[Dataset entries]

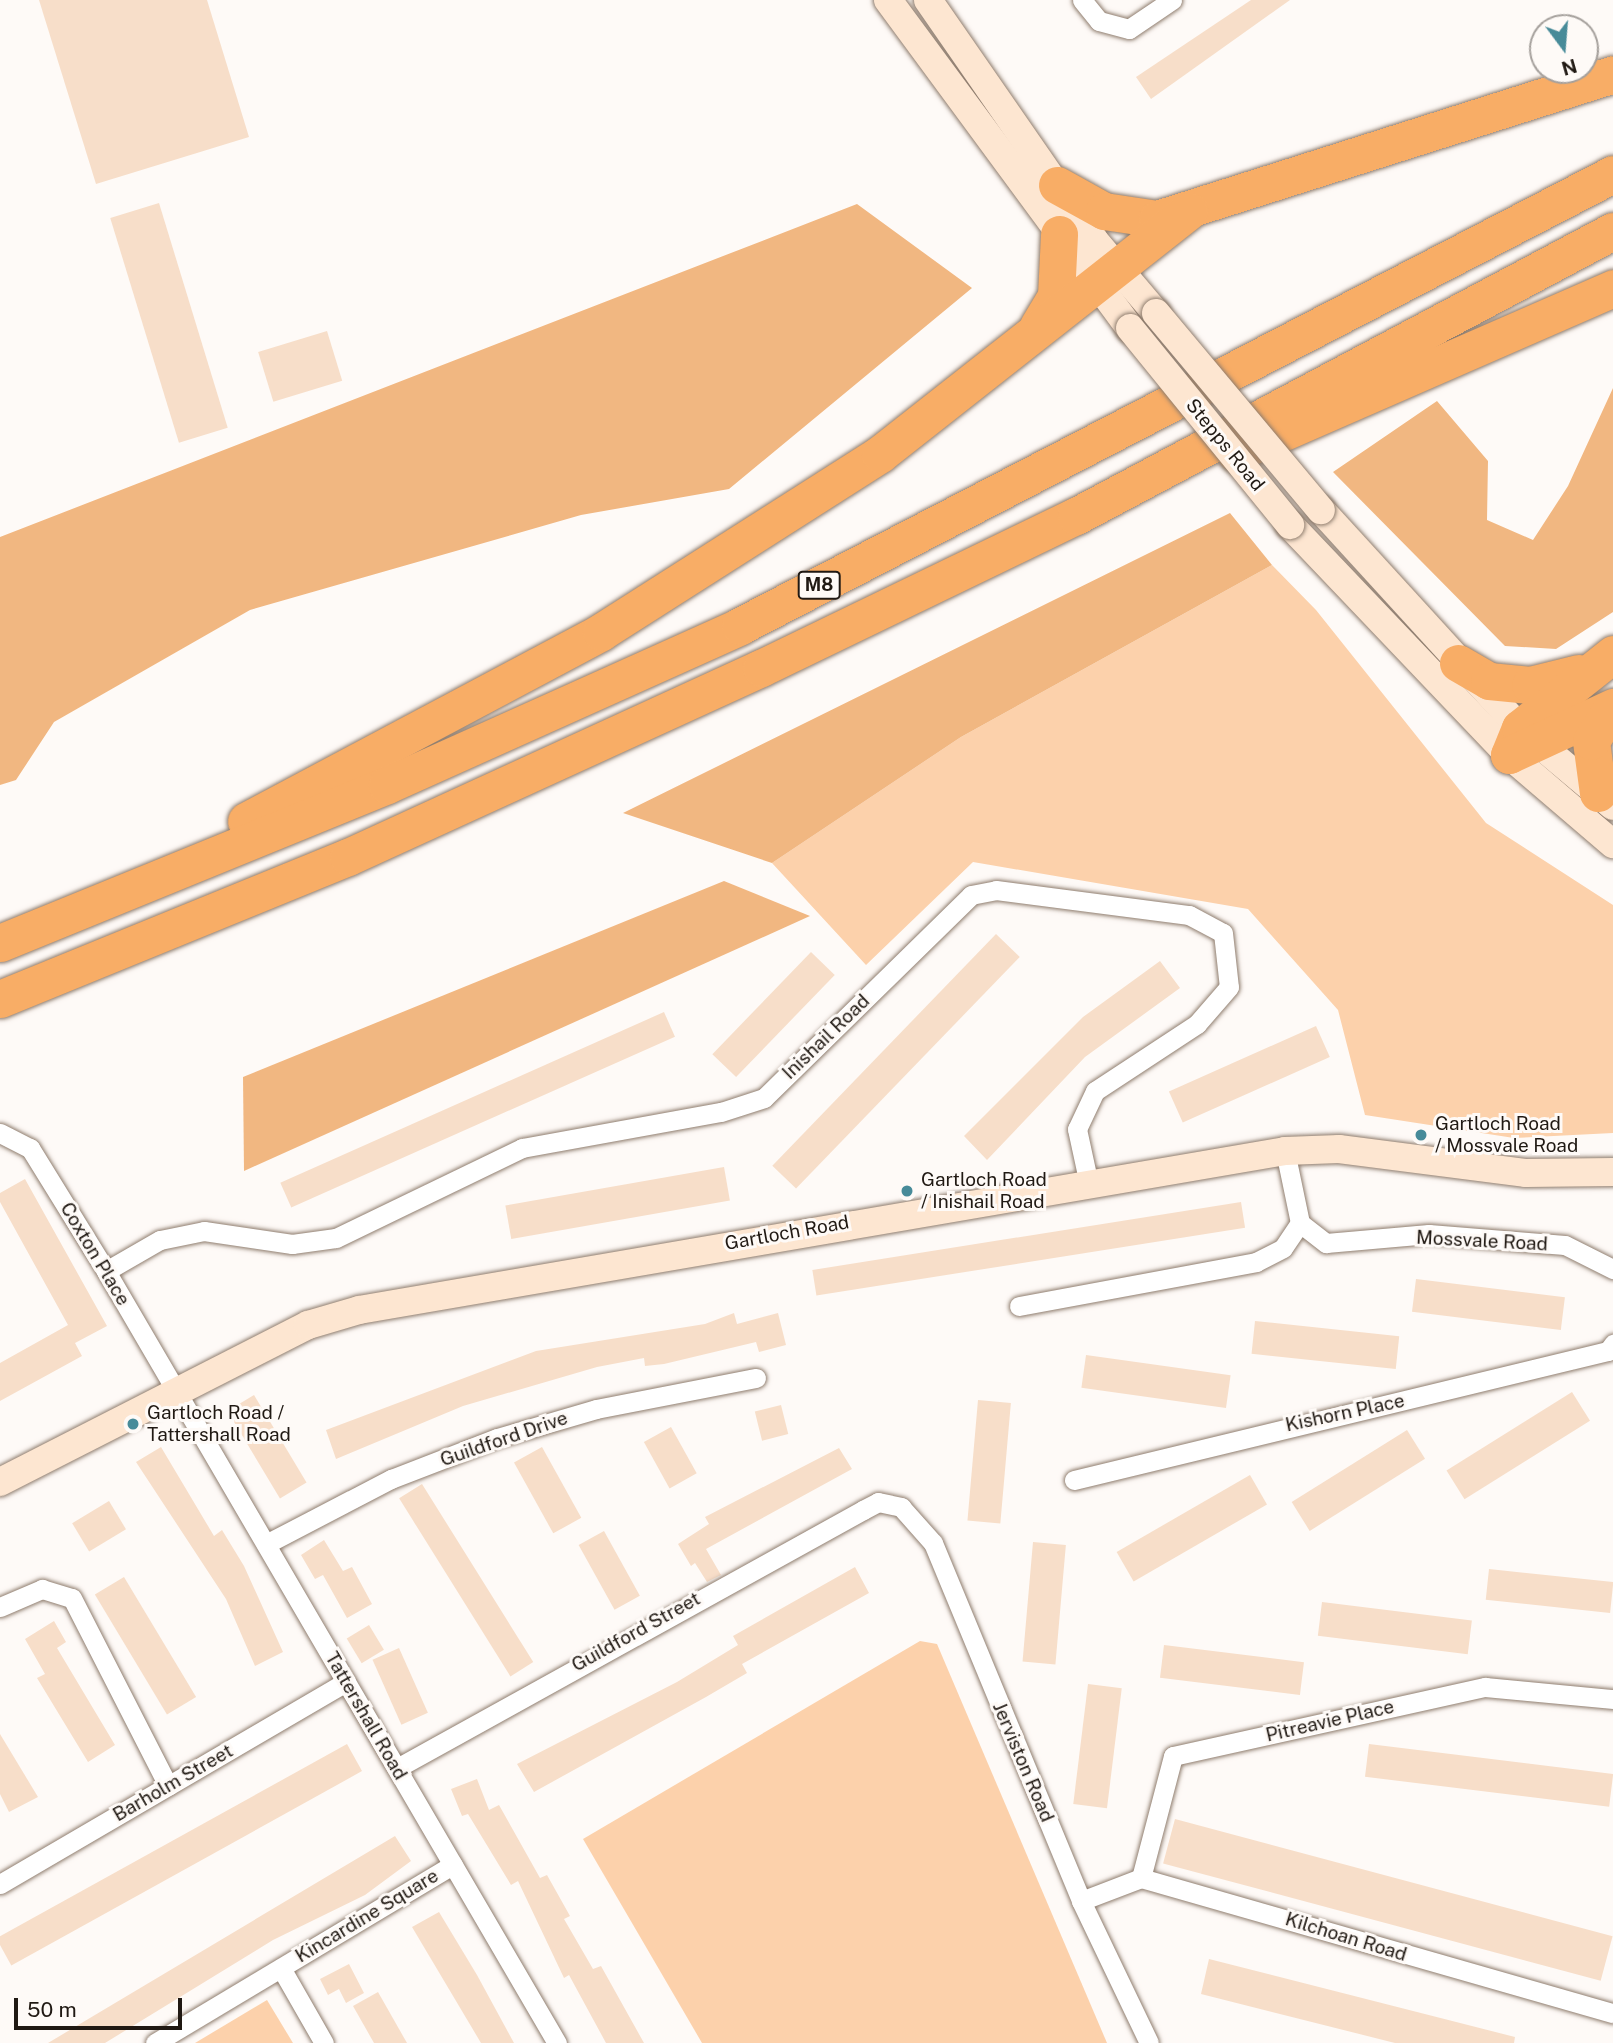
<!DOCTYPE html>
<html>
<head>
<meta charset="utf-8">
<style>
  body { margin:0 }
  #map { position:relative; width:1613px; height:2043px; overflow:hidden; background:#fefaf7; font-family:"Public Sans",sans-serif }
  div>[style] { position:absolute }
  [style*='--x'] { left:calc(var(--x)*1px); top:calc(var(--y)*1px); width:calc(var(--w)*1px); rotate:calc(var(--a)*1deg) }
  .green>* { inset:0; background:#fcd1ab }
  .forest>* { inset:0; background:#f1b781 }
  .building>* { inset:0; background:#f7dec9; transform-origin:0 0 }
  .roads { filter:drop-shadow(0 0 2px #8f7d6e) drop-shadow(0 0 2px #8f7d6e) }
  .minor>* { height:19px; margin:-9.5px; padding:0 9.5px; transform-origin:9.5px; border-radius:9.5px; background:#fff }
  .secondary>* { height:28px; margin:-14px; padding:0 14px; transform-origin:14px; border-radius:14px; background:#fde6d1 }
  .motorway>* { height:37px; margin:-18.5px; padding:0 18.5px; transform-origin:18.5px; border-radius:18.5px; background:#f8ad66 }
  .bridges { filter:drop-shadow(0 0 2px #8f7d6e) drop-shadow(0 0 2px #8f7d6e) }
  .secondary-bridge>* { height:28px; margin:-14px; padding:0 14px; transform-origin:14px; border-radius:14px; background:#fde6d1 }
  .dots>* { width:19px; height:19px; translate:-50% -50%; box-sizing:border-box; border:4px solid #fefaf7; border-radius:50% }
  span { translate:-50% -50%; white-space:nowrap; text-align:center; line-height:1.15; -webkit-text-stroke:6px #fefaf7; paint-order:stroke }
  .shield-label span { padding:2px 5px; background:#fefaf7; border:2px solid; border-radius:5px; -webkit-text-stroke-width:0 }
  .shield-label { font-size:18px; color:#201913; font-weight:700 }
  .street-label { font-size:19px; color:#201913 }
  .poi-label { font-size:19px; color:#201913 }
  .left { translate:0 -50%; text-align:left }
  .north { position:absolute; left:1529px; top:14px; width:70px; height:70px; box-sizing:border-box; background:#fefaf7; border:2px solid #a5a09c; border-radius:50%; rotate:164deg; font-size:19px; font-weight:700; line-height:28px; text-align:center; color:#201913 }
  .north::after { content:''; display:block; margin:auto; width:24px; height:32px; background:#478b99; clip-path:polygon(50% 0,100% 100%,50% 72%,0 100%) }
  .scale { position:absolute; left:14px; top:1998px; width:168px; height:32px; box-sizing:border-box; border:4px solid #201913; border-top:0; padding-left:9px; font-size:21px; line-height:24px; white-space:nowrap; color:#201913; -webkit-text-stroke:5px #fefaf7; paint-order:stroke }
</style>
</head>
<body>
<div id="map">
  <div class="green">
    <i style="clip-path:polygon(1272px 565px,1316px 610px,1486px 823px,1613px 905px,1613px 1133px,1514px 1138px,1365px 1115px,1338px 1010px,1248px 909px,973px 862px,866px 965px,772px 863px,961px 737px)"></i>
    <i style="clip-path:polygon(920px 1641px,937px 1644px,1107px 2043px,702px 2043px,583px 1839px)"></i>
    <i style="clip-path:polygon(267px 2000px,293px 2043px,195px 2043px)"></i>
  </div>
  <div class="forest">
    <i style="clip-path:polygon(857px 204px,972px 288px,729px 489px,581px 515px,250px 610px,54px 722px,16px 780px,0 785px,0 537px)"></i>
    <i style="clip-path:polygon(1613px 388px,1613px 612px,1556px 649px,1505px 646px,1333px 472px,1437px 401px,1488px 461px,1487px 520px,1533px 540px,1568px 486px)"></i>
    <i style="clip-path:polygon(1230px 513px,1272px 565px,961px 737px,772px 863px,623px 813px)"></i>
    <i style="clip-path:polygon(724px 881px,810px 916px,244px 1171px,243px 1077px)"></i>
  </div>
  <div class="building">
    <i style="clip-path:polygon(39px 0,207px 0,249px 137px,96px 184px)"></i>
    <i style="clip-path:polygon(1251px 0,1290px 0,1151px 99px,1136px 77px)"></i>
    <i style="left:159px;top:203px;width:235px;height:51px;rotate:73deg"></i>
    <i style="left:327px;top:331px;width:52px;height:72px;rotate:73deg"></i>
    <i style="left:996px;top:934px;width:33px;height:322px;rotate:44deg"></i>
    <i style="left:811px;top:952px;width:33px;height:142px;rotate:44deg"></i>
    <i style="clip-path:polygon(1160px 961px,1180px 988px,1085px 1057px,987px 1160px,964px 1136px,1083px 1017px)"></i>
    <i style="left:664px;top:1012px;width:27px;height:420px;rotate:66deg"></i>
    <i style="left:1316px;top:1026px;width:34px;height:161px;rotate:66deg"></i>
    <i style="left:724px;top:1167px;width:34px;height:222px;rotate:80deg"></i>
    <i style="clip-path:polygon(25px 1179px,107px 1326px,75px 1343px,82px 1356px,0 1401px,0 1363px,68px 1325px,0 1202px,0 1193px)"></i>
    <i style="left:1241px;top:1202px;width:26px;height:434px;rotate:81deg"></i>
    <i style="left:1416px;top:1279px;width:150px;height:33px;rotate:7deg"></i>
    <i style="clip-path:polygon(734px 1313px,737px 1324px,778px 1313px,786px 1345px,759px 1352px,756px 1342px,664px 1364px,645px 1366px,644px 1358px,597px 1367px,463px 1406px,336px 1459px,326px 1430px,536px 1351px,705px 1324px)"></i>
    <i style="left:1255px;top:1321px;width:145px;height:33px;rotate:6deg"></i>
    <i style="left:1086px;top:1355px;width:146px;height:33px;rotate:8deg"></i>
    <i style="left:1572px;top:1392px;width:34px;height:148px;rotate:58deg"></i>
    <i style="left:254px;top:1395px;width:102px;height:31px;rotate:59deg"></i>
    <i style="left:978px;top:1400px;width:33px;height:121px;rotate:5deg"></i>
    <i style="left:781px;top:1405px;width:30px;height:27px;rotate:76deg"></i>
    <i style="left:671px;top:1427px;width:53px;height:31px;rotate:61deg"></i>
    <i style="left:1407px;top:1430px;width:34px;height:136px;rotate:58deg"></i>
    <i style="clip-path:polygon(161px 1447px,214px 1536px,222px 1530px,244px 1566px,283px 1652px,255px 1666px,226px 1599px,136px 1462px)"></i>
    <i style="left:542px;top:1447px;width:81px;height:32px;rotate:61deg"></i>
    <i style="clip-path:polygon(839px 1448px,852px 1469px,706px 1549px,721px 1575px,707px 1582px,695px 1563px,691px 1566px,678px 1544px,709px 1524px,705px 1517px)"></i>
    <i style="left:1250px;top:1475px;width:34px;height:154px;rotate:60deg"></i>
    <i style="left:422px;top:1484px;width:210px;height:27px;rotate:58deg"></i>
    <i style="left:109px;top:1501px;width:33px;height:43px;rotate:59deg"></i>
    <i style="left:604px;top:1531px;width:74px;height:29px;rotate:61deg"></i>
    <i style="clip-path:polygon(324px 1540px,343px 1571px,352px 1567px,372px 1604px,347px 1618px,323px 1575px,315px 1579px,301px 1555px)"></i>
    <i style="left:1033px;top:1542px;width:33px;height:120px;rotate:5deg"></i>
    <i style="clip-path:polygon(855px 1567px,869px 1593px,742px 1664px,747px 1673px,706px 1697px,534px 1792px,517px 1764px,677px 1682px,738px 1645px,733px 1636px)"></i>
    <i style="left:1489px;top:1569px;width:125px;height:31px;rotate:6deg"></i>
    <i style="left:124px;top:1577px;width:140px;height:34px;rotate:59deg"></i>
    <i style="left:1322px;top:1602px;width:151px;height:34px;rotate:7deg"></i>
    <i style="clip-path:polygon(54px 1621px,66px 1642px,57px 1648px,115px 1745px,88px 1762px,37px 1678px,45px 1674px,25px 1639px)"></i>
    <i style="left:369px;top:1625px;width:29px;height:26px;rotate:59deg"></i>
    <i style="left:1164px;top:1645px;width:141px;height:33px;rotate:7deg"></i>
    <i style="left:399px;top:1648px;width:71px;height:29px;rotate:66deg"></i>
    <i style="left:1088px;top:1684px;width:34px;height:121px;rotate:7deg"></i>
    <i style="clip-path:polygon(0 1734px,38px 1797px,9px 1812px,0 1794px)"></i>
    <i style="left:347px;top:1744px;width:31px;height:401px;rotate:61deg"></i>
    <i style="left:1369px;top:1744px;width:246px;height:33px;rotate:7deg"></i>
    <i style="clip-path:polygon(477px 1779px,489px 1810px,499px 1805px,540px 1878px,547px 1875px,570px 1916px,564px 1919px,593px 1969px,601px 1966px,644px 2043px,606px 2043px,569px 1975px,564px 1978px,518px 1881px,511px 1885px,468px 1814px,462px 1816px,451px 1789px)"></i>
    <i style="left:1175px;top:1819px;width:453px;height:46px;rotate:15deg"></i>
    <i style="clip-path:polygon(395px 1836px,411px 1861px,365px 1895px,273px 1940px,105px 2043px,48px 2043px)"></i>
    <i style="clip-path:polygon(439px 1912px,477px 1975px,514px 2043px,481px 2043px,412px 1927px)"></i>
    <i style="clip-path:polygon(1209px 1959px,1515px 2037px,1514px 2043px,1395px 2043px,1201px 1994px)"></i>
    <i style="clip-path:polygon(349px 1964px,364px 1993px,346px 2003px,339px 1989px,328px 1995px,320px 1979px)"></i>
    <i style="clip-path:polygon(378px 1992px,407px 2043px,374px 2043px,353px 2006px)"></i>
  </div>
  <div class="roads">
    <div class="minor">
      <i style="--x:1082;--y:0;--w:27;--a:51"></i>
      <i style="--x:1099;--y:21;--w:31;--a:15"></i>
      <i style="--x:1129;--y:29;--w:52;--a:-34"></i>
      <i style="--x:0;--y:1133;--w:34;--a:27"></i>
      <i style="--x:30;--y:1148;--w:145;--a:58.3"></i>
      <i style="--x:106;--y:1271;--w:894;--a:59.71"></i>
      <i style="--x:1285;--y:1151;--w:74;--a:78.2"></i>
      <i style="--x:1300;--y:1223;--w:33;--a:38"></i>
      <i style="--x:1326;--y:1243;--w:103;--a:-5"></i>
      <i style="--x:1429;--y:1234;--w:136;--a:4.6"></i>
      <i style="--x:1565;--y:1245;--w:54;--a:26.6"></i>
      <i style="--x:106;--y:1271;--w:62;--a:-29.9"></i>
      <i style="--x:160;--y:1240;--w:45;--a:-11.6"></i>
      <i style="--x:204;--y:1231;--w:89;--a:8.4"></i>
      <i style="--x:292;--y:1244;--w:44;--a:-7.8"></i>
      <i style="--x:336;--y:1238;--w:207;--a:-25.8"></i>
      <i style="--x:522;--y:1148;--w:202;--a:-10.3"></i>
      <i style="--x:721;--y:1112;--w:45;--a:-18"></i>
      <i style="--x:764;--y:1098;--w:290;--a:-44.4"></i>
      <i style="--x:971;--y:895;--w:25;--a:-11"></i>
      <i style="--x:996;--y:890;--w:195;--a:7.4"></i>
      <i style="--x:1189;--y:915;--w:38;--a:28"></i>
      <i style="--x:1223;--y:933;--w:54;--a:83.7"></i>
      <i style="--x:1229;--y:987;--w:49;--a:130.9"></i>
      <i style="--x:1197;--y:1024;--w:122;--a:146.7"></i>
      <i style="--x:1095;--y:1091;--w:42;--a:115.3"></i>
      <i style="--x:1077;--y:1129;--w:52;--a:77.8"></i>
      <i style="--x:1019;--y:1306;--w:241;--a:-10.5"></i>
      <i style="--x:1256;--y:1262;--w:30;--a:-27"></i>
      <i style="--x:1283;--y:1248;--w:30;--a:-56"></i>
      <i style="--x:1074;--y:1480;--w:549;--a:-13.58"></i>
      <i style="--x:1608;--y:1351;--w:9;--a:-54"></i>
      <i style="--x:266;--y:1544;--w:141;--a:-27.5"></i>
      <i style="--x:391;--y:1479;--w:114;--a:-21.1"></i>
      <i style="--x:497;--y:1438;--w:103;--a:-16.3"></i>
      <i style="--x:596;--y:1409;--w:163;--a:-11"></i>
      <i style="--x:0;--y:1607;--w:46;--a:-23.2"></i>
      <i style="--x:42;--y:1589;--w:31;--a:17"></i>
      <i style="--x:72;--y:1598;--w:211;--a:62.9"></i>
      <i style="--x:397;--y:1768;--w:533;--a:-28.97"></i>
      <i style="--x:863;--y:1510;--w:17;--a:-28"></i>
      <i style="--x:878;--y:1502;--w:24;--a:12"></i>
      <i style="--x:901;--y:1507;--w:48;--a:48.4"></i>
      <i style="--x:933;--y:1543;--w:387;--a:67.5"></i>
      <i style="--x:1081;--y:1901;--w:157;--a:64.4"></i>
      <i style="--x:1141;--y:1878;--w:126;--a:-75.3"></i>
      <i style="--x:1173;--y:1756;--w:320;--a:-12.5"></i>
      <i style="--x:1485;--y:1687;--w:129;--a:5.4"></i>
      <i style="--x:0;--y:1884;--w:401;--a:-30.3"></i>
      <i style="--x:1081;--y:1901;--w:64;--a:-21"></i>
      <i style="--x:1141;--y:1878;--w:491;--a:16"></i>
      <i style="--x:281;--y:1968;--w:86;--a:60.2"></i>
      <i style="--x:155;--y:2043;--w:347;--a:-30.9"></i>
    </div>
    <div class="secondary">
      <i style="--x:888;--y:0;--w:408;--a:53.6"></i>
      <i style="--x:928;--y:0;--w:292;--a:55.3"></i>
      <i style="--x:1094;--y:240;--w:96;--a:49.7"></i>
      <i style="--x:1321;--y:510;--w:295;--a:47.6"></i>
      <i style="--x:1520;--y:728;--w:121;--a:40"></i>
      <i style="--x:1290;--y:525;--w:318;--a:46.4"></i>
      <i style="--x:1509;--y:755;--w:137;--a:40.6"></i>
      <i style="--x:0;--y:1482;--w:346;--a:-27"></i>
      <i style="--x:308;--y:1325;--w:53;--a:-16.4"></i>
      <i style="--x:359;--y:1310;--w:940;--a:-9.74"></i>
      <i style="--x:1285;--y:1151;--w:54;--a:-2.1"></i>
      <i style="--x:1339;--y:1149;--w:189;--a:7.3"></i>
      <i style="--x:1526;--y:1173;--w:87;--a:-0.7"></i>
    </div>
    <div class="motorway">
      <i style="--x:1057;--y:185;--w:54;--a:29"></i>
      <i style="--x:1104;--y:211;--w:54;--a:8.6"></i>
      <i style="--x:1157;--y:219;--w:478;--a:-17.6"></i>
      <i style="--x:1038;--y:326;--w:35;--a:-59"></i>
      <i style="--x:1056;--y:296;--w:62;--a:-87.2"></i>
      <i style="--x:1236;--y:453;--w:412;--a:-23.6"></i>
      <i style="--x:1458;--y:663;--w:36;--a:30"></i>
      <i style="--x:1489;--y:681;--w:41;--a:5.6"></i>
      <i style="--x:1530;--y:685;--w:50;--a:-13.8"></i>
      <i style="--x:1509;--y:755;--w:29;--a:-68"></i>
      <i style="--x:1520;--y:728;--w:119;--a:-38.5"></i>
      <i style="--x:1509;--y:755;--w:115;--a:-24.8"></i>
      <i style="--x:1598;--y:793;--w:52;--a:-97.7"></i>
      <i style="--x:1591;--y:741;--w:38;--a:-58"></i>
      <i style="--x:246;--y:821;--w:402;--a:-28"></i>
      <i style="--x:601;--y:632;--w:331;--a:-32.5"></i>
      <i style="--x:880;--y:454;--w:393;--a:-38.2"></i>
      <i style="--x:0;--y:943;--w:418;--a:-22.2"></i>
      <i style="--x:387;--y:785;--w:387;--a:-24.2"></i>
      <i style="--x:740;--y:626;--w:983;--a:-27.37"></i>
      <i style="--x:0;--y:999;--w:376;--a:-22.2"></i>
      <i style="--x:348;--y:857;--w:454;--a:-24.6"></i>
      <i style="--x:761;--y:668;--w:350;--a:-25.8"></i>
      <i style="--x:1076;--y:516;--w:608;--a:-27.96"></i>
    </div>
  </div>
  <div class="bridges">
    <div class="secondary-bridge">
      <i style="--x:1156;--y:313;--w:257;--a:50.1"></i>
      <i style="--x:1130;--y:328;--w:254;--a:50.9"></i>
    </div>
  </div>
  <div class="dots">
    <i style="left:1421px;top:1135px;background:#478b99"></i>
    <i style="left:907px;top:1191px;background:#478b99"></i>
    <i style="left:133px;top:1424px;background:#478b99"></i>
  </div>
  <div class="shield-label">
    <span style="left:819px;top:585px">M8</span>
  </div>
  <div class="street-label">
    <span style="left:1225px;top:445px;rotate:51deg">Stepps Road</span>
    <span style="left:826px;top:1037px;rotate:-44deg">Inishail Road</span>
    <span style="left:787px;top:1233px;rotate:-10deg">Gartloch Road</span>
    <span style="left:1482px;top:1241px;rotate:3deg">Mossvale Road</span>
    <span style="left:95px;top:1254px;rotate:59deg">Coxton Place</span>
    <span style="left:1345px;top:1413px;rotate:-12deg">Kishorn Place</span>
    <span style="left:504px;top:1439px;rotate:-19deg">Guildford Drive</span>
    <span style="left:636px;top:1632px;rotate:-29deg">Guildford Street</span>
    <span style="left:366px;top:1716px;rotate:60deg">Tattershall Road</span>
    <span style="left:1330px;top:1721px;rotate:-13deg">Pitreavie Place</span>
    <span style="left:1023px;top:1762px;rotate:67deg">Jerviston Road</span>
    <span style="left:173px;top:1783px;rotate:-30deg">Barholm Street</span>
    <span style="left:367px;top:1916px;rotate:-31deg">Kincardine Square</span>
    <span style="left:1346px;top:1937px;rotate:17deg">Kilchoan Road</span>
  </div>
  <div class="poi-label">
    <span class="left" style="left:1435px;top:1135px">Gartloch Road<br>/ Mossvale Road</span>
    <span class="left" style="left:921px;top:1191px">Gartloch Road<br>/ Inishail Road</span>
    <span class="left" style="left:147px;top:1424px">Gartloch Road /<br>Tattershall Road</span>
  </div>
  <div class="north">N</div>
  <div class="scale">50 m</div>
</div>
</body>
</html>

Task brief: Of all the entries above, retype exactly the lines from the line with "font-size:18px; color:#201913; font-weight:700" to the line with "position:absolute; left:1529px; top:14px;", both included, and no others.

Answer to the problem:
  .shield-label { font-size:18px; color:#201913; font-weight:700 }
  .street-label { font-size:19px; color:#201913 }
  .poi-label { font-size:19px; color:#201913 }
  .left { translate:0 -50%; text-align:left }
  .north { position:absolute; left:1529px; top:14px; width:70px; height:70px; box-sizing:border-box; background:#fefaf7; border:2px solid #a5a09c; border-radius:50%; rotate:164deg; font-size:19px; font-weight:700; line-height:28px; text-align:center; color:#201913 }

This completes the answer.